▶ Exercise goal
In the reply, include exactly the lines of the entries below from the first to the line with "Task: Parse the screen: labels, road", that line included.

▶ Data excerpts

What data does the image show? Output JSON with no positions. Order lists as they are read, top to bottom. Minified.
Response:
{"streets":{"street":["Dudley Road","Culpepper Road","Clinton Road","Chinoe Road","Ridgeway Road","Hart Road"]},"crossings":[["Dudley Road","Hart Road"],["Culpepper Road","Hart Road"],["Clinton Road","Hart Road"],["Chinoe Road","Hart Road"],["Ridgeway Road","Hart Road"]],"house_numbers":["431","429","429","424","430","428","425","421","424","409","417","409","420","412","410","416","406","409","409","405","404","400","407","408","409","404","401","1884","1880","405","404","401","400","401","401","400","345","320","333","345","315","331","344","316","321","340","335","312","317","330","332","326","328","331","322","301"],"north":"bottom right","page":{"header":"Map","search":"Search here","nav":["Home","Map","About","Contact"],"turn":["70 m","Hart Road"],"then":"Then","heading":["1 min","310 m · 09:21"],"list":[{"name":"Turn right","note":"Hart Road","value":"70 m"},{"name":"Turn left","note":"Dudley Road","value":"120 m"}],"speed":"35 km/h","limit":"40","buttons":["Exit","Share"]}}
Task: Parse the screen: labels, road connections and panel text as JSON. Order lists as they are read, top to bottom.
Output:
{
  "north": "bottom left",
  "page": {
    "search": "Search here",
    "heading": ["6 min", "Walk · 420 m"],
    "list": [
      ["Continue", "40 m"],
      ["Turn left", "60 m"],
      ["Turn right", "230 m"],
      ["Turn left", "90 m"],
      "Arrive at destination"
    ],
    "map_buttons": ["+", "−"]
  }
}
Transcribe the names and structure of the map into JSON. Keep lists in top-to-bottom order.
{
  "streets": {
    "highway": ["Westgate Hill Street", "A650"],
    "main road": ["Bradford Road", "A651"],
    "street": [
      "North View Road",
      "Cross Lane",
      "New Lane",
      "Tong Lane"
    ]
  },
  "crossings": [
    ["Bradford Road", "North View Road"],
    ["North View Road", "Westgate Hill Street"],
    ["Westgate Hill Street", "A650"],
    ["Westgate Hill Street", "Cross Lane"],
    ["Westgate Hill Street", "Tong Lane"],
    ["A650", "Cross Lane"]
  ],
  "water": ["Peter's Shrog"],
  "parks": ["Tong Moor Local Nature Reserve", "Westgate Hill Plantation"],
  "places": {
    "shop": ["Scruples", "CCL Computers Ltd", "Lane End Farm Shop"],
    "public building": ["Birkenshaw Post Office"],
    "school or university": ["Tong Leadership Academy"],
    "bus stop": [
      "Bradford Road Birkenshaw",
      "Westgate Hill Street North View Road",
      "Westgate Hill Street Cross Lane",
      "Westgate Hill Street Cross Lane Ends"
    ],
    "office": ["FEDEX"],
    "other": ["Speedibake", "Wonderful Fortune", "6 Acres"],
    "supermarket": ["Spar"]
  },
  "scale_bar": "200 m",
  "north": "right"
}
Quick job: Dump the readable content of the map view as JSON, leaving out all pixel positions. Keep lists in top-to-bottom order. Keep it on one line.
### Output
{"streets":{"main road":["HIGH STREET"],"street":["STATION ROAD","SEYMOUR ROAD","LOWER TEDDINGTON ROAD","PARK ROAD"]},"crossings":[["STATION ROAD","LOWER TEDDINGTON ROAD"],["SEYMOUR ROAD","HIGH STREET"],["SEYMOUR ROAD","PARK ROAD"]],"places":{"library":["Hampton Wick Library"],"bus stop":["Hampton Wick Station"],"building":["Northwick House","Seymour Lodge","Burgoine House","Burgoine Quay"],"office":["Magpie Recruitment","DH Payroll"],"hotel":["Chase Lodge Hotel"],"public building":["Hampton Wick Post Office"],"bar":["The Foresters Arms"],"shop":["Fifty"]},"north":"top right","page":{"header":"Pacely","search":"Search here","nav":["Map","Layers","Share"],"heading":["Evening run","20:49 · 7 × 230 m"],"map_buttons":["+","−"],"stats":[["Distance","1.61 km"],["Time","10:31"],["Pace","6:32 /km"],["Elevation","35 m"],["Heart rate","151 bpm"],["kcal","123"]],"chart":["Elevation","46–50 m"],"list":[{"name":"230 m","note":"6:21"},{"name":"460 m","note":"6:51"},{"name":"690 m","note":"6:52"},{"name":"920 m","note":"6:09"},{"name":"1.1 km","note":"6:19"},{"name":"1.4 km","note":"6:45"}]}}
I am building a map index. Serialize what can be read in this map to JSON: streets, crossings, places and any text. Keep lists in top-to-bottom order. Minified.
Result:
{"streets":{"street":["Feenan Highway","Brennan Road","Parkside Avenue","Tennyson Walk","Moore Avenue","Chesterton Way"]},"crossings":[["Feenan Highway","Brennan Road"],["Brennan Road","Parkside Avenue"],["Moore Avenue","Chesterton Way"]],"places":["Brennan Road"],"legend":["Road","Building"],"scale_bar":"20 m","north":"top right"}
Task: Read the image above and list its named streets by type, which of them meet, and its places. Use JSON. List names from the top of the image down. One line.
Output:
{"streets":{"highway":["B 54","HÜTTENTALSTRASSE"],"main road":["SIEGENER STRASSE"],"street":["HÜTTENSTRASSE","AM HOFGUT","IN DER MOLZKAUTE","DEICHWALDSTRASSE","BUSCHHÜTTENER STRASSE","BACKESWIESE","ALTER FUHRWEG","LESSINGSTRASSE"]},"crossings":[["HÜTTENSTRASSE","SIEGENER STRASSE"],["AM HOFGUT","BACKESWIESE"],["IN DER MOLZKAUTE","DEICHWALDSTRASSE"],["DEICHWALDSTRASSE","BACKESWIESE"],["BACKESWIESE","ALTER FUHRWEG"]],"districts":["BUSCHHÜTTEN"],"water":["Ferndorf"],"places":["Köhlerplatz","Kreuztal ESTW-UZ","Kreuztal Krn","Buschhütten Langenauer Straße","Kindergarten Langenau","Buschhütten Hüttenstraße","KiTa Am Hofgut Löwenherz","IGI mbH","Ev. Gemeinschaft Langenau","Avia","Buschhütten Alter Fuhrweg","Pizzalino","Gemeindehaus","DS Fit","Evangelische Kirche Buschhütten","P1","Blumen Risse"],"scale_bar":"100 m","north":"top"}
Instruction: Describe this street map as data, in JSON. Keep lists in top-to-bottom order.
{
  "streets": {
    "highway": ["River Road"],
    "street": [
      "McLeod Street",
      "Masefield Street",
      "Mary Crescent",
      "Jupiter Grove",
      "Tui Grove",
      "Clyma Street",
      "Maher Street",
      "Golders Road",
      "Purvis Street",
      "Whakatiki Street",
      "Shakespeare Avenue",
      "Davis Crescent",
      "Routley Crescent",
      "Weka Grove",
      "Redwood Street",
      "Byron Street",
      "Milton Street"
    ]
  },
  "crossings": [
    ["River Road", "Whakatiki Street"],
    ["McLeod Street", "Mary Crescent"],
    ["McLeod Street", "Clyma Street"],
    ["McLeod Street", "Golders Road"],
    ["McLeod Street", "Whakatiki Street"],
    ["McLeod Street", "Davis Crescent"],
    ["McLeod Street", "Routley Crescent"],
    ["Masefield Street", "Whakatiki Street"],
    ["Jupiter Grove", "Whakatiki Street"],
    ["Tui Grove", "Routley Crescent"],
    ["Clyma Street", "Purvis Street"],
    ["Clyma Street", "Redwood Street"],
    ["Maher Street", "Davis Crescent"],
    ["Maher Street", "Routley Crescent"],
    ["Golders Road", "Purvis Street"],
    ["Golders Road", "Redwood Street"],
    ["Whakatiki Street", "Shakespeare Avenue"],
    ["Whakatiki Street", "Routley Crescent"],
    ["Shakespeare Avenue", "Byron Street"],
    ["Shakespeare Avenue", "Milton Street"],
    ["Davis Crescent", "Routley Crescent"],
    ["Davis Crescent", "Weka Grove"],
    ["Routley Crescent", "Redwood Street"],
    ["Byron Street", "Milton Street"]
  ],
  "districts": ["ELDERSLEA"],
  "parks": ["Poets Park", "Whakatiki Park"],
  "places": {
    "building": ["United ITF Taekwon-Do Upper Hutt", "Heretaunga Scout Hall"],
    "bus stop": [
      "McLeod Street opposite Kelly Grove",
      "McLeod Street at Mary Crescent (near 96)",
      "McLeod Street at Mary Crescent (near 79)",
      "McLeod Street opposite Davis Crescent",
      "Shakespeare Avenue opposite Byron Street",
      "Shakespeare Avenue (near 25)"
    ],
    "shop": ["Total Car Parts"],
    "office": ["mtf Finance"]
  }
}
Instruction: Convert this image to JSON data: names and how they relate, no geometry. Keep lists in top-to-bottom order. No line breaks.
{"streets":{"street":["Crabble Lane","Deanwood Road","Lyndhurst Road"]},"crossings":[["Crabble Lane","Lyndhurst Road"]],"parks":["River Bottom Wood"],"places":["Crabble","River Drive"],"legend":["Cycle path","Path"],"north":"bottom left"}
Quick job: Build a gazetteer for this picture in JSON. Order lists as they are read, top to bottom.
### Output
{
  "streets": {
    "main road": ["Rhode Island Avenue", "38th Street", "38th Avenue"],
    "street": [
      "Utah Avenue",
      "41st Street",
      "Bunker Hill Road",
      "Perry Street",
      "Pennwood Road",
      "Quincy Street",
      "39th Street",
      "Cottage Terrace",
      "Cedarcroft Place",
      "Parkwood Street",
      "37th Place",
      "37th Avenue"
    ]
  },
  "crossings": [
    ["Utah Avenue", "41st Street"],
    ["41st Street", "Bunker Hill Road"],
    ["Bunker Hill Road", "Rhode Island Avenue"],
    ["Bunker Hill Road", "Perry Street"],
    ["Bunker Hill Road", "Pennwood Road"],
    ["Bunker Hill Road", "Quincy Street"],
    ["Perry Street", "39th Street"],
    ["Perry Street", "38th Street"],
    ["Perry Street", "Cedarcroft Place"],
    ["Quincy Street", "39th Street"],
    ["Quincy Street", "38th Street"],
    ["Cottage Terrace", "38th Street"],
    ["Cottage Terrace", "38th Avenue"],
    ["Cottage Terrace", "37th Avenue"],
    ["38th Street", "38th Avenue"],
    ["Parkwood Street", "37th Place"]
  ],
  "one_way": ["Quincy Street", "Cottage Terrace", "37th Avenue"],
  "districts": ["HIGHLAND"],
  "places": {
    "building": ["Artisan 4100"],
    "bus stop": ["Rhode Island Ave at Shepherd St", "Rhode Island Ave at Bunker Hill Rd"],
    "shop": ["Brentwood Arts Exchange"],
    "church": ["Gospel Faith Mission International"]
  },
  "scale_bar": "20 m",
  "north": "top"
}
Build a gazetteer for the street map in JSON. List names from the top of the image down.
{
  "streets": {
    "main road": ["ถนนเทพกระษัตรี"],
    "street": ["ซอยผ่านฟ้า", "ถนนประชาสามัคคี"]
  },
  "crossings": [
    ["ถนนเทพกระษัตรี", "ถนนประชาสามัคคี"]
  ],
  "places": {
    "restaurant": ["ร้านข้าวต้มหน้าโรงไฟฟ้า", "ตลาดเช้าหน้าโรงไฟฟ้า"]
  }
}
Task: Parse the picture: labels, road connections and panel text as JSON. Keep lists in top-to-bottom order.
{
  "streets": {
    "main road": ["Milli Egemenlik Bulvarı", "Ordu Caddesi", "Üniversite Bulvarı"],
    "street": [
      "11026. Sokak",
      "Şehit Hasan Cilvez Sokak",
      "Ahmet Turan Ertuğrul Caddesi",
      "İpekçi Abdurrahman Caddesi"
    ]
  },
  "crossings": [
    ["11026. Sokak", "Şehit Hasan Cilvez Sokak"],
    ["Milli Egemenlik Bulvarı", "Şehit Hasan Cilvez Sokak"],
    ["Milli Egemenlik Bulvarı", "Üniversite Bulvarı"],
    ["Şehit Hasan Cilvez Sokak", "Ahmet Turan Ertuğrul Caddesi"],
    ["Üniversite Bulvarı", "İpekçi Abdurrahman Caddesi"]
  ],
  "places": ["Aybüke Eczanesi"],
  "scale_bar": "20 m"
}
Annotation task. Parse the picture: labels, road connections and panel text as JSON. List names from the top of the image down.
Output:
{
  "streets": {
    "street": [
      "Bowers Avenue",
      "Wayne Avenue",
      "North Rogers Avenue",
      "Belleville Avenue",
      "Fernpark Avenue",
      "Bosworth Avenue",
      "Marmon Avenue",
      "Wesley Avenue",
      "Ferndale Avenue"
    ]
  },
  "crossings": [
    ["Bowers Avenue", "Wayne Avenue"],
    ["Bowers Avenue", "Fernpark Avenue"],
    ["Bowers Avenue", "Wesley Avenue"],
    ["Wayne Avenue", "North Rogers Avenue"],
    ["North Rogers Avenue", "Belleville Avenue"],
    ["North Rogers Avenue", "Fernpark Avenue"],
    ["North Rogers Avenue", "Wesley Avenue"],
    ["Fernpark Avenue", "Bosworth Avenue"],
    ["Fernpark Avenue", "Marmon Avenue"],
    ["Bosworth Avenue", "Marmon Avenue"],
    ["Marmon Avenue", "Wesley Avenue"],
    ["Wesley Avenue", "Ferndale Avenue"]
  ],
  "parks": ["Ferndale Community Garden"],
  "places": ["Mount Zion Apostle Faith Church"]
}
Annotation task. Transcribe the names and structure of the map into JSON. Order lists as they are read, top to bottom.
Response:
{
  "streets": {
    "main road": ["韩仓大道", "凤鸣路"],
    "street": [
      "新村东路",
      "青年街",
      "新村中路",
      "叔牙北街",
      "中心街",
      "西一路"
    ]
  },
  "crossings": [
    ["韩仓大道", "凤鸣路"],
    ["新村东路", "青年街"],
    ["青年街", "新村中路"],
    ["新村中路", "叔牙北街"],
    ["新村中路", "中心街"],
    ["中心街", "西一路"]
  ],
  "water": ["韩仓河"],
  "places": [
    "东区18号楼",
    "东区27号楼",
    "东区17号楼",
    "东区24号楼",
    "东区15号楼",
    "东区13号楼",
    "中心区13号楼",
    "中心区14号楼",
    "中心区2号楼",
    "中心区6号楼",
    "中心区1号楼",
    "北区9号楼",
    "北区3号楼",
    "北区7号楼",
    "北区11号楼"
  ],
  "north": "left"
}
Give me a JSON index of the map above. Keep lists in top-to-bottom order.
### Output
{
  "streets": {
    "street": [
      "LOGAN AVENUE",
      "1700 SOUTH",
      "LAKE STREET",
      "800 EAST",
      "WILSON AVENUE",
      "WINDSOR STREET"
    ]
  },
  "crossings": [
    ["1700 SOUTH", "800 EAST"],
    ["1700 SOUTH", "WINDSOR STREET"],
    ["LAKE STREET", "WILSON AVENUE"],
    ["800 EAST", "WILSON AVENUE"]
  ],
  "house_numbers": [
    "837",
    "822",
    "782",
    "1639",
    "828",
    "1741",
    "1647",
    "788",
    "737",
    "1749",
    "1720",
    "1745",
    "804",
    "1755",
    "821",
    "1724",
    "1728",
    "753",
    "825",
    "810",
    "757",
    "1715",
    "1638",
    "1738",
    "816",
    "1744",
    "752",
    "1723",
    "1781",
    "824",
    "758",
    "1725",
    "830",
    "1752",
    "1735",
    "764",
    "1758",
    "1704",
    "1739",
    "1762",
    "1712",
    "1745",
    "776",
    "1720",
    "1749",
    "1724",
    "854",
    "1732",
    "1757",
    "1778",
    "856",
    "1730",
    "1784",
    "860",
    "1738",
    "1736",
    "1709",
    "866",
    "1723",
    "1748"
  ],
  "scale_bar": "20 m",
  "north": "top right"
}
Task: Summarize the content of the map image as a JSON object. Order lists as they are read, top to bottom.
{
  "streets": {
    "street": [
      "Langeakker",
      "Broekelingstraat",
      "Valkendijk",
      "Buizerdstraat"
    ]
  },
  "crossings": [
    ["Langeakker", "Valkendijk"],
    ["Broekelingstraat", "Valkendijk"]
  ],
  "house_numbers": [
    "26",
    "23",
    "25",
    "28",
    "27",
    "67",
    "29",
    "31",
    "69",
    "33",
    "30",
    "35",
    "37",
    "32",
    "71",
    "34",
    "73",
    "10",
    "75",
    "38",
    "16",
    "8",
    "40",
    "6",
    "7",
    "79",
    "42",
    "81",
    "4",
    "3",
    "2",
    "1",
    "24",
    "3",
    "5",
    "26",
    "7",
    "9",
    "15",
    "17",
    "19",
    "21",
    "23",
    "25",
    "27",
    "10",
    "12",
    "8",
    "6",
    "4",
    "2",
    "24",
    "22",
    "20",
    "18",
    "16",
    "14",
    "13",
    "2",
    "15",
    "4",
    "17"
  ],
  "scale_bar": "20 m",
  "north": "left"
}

▶ Solution for this problem
What data does the image show? Output JSON with no positions. Order lists as they are read, top to bottom. Minified.
Response:
{"streets":{"street":["Dudley Road","Culpepper Road","Clinton Road","Chinoe Road","Ridgeway Road","Hart Road"]},"crossings":[["Dudley Road","Hart Road"],["Culpepper Road","Hart Road"],["Clinton Road","Hart Road"],["Chinoe Road","Hart Road"],["Ridgeway Road","Hart Road"]],"house_numbers":["431","429","429","424","430","428","425","421","424","409","417","409","420","412","410","416","406","409","409","405","404","400","407","408","409","404","401","1884","1880","405","404","401","400","401","401","400","345","320","333","345","315","331","344","316","321","340","335","312","317","330","332","326","328","331","322","301"],"north":"bottom right","page":{"header":"Map","search":"Search here","nav":["Home","Map","About","Contact"],"turn":["70 m","Hart Road"],"then":"Then","heading":["1 min","310 m · 09:21"],"list":[{"name":"Turn right","note":"Hart Road","value":"70 m"},{"name":"Turn left","note":"Dudley Road","value":"120 m"}],"speed":"35 km/h","limit":"40","buttons":["Exit","Share"]}}
Task: Parse the screen: labels, road connections and panel text as JSON. Order lists as they are read, top to bottom.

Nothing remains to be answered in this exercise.